How superyacht diesel engines work

21 January 2015 • Written by Dudley Dawson
The diesel engine has developed considerably since Rudolf Diesel first proposed a compression-ignition method of burning diesel fuel back in 1893

The vast majority of yachts today are powered by diesel engines. The basic technology has been around for more than a century, but today’s diesels have evolved considerably in just the past two decades. Today’s diesel engines run cleaner, burn less fuel and produce more power per pound than ever before. In the face of these improvements, and all the new power plant schemes coming on line, diesels remain the gold standard in yachting.

There is no question that the power plant of choice for the vast majority of yachts, and more recently for ships as well, is the diesel engine. Its overwhelming popularity is the result of a combination of technical, economic and practical advantages unmatched by any other alternative.

The marine diesel engine is one of the most versatile power sources available for marine propulsion and auxiliary use. The range of sizes is remarkable, ranging from one of the smallest, a Yanmar single-cylinder, 8hp (6KW) engine in a small catboat, to what is (according to Wikipedia) the world’s largest: a Wartsila Sulzer propulsion engine of over 113,000hp (84,000KW). Some diesel engines operate in excess of 4,000rpm, while others run at less than 100rpm. Whatever your need, it seems, there’s an engine for your application, or a supplier willing to build one.

Rudolf Diesel introduced the engine that bears his name in 1893

Diesel's history

All combustion power, whether internal combustion, as with a diesel or petrol/gasoline engine, or external combustion, as with a steam engine or, in part, some gas turbines, depends on burning fuel to create heat. The expansion resulting from the heat is then used to create pressure, and the pressure is used to move something, generally a piston or turbine blade. That movement, through a variety of mechanisms, is converted to rotation that eventually finds its way to an output shaft.

For many years, even after Rudolf Diesel introduced the engine that bears his name in 1893, steam remained the first choice for marine propulsion. It was a mature technology that worked, and it could be fuelled by anything that would burn in a boiler. Coal was a common choice, but river steamboats often scavenged driftwood and fallen trees as supplemental fuel along their routes.

When petroleum oil was discovered and refining began, one of the nearly unusable by-products was Bunker C, a tar-like sludge that virtually defines 'the bottom of the barrel'. It was so thick that it had to be heated before being pumped and burned, but being cheap and plentiful, it was perfect for marine steam plants.

Despite their ubiquity, the mechanics of their operation remain a mystery to many owners

Rise of diesel

A number of factors – economy, safety, reliability, longevity, versatility and environmental concerns – have conspired to allow diesels to gain dominance over steam engines as well as over other internal combustion engines. When used in an engine, diesel fuel yields a high thermal efficiency, meaning that you get a lot of caloric heat, for more power per litre/gallon.

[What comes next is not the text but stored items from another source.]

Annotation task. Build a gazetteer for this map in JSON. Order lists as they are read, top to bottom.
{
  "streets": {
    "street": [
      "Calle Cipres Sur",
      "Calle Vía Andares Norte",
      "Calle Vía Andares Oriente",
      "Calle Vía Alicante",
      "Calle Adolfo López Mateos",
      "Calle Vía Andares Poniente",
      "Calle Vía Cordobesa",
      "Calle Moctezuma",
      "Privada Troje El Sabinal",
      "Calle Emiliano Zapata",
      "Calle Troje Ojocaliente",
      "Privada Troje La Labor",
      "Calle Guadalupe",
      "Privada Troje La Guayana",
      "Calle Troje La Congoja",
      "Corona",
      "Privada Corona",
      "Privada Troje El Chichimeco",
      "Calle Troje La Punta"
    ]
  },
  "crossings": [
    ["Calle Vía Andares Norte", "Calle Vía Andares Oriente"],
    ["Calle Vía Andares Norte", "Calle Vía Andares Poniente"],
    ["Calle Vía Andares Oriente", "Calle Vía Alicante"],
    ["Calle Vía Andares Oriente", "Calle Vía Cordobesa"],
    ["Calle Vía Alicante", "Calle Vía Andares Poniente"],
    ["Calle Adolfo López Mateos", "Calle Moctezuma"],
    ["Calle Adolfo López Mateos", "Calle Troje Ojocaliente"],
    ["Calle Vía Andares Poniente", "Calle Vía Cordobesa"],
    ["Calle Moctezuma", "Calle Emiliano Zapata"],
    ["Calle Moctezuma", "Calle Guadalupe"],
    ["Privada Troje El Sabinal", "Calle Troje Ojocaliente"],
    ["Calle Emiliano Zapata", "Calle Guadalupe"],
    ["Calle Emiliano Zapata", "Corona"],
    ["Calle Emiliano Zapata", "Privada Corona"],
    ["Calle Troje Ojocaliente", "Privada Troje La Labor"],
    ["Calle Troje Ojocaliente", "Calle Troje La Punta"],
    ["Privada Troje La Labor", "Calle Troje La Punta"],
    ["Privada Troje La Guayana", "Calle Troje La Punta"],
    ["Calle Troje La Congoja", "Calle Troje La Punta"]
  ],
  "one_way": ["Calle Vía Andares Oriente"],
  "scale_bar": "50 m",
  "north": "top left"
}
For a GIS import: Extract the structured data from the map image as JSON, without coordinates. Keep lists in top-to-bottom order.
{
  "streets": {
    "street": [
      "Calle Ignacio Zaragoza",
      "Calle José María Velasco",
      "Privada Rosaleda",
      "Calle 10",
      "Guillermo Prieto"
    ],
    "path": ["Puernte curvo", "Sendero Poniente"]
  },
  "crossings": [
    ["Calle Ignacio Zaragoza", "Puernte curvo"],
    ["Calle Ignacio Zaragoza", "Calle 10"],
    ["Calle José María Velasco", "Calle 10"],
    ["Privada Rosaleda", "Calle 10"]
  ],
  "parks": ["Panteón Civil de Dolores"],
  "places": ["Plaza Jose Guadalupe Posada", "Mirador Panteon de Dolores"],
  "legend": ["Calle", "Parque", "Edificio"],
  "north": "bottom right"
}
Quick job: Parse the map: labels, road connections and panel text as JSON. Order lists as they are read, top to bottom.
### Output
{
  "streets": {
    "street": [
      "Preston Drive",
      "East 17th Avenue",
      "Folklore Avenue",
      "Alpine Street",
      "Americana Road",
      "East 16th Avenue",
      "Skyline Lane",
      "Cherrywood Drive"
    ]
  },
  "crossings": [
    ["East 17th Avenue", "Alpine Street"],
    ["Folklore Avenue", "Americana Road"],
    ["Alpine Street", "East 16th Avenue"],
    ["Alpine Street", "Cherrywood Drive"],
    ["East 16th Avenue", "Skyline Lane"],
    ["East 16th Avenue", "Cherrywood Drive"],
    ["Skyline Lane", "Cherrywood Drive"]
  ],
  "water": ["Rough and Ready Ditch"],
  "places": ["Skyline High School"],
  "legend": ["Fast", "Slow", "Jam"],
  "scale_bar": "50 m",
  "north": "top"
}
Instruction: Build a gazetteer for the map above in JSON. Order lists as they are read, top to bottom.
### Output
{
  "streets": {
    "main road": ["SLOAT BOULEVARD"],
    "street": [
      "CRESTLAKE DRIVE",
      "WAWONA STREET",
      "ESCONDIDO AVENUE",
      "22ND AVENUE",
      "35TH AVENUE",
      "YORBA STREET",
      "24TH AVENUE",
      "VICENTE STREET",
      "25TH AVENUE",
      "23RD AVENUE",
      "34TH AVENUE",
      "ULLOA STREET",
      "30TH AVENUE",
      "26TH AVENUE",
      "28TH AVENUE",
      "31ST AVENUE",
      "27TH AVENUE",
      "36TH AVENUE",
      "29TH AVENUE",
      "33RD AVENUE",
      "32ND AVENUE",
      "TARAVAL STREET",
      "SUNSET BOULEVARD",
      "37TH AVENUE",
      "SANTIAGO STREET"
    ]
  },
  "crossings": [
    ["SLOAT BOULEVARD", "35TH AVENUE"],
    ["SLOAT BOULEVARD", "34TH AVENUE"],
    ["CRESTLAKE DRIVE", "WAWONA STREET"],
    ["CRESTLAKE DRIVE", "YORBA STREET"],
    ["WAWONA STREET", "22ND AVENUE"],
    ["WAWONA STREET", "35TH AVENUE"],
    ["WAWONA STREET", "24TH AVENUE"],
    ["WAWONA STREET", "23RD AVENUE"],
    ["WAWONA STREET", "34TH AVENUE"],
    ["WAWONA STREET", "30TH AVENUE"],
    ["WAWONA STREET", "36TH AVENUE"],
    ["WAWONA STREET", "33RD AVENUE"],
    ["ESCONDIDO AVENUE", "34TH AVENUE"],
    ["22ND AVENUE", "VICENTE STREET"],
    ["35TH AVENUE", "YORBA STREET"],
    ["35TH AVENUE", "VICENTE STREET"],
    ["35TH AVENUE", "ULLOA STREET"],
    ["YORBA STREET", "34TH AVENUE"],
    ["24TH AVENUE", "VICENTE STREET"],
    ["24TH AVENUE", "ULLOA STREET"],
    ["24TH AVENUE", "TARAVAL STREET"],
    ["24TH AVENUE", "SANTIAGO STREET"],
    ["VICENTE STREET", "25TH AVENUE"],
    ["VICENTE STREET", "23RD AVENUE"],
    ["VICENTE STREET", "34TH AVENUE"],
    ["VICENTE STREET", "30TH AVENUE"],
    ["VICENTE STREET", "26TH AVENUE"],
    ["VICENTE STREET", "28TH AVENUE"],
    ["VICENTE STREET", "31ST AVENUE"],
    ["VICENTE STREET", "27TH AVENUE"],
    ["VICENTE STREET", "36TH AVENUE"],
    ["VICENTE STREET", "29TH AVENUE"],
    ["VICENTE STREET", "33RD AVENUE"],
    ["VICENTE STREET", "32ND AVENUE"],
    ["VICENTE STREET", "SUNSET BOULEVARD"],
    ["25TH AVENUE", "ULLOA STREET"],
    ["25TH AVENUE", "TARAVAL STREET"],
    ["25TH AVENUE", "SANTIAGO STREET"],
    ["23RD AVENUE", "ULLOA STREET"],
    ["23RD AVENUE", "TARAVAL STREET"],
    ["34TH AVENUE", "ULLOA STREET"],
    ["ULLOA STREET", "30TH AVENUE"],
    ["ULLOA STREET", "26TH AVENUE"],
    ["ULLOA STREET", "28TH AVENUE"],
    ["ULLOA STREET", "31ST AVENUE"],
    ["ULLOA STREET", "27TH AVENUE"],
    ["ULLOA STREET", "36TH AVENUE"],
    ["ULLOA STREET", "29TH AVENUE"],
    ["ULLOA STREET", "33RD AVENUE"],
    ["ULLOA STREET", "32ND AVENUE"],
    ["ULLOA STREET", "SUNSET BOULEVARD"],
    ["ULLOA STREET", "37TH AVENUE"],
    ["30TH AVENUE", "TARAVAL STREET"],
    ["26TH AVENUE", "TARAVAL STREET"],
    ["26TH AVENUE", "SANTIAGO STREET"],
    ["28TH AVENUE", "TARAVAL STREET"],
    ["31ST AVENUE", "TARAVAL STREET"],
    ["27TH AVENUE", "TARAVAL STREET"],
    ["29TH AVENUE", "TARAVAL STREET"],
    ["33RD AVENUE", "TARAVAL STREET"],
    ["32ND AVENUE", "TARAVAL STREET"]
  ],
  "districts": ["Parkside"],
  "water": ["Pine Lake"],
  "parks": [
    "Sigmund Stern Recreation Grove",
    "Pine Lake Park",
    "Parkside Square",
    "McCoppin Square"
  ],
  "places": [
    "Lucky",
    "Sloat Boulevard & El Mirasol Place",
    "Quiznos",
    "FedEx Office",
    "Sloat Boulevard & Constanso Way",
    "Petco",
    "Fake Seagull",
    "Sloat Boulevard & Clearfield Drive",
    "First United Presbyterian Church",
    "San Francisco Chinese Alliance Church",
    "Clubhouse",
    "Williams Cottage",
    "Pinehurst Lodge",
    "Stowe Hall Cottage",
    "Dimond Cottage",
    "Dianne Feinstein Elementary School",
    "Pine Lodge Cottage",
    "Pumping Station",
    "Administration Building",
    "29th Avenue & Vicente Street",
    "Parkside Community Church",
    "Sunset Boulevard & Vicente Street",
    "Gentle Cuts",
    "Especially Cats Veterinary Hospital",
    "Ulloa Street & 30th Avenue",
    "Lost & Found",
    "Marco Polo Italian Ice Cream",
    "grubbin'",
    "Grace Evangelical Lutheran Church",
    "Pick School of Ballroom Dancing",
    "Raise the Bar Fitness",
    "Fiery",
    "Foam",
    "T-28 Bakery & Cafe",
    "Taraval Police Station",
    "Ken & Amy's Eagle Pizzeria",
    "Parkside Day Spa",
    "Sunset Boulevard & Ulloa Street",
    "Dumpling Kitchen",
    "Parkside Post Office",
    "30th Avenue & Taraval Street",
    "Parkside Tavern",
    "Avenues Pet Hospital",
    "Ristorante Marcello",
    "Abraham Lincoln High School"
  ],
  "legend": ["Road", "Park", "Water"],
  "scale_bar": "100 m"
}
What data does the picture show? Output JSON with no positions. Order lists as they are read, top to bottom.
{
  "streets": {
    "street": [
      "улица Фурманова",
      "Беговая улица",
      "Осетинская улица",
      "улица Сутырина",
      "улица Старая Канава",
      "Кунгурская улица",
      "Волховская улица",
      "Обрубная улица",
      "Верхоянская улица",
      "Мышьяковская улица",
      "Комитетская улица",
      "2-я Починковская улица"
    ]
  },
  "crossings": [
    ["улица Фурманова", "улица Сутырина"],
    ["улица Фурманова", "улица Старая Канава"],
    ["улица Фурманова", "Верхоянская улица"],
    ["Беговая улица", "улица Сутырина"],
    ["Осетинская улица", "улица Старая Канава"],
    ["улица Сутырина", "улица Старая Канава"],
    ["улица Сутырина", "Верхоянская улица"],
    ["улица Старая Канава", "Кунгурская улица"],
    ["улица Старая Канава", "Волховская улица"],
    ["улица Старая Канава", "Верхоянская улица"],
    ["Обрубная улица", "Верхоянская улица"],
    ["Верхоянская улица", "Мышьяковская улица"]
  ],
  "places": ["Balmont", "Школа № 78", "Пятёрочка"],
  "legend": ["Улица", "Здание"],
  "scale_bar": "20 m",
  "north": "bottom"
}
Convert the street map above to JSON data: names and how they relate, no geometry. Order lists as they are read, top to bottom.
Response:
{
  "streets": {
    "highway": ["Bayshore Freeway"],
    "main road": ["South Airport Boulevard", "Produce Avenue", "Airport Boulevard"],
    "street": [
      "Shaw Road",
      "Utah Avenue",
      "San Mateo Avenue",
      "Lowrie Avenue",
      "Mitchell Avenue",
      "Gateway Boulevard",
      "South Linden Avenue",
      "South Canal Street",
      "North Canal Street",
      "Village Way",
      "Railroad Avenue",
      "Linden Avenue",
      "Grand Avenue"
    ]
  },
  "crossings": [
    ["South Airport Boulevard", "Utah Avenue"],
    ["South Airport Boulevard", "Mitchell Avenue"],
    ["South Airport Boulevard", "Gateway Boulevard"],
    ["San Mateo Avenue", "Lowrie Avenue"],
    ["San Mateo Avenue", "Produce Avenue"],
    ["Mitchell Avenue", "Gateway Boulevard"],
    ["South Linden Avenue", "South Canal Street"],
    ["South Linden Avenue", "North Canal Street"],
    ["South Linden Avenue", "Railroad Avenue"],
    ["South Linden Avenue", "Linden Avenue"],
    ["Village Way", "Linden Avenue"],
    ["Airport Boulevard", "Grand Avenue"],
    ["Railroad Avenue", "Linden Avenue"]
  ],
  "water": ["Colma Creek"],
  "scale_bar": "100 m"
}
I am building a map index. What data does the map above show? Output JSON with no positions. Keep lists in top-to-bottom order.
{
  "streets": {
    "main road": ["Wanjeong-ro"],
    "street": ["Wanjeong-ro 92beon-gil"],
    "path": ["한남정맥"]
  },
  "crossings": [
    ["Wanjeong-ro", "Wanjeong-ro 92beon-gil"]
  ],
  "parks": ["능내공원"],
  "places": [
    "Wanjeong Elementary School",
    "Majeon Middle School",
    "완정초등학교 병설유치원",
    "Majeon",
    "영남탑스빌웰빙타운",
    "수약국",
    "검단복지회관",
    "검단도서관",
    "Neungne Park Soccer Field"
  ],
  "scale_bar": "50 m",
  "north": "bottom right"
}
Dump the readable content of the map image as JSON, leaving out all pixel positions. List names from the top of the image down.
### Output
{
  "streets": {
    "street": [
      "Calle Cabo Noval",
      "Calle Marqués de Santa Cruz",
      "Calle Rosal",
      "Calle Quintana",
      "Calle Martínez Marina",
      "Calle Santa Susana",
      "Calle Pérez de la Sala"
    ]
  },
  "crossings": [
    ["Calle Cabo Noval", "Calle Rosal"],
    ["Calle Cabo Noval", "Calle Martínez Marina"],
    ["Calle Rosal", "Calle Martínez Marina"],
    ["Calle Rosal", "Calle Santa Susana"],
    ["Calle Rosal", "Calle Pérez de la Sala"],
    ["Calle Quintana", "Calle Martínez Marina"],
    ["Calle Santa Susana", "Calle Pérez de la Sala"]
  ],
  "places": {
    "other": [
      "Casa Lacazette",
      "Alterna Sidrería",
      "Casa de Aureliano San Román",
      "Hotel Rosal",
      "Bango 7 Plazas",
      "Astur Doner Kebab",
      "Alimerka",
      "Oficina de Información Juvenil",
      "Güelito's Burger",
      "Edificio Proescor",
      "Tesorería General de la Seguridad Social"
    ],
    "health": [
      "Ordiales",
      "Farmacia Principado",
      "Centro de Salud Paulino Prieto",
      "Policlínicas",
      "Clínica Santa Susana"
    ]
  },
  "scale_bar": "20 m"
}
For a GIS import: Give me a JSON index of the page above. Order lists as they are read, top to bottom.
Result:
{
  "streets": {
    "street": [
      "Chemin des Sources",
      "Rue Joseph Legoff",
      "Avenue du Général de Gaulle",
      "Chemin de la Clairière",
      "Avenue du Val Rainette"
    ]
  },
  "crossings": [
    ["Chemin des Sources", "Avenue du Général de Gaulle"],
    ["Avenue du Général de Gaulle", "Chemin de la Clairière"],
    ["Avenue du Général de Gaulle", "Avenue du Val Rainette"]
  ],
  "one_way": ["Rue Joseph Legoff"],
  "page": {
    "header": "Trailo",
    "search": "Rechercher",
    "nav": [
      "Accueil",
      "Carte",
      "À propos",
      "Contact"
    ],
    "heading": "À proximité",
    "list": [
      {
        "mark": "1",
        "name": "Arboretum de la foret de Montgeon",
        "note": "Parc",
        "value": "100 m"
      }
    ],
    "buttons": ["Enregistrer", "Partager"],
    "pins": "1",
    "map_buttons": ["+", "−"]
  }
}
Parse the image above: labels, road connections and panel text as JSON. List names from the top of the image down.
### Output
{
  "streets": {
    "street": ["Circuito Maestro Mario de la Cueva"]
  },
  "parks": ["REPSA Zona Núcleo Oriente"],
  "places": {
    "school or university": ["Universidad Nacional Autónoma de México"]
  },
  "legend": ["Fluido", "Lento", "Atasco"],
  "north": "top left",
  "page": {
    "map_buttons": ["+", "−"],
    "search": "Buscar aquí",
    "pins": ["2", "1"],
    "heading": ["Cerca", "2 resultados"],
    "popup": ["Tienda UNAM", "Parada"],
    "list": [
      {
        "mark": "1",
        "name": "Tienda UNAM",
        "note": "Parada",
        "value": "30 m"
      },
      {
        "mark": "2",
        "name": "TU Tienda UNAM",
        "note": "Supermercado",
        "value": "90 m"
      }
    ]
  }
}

As new refining techniques have been developed, suppliers have been able to squeeze out greater quantities of higher-grade fuels per barrel. This increased the percentage of light diesel fuel and reduced the percentage of each barrel that ended up as Bunker C, with the economic law of supply and demand narrowing the cost gap.

Diesel fuel is cleaner to burn and easier to store and handle than Bunker C or coal, and it is safer than more volatile fuels including petrol/gasoline and gaseous fuels such as propane (LPG) or methane (LNG). The latter fuels can easily be ignited by a spark, and engines that use these fuels are referred to as spark-ignition. The problem is that stray sparks outside the engine, such as static electricity, a cigar or a mobile phone, can also ignite the fuel unintentionally, so the precautions for storage are considerably more restrictive.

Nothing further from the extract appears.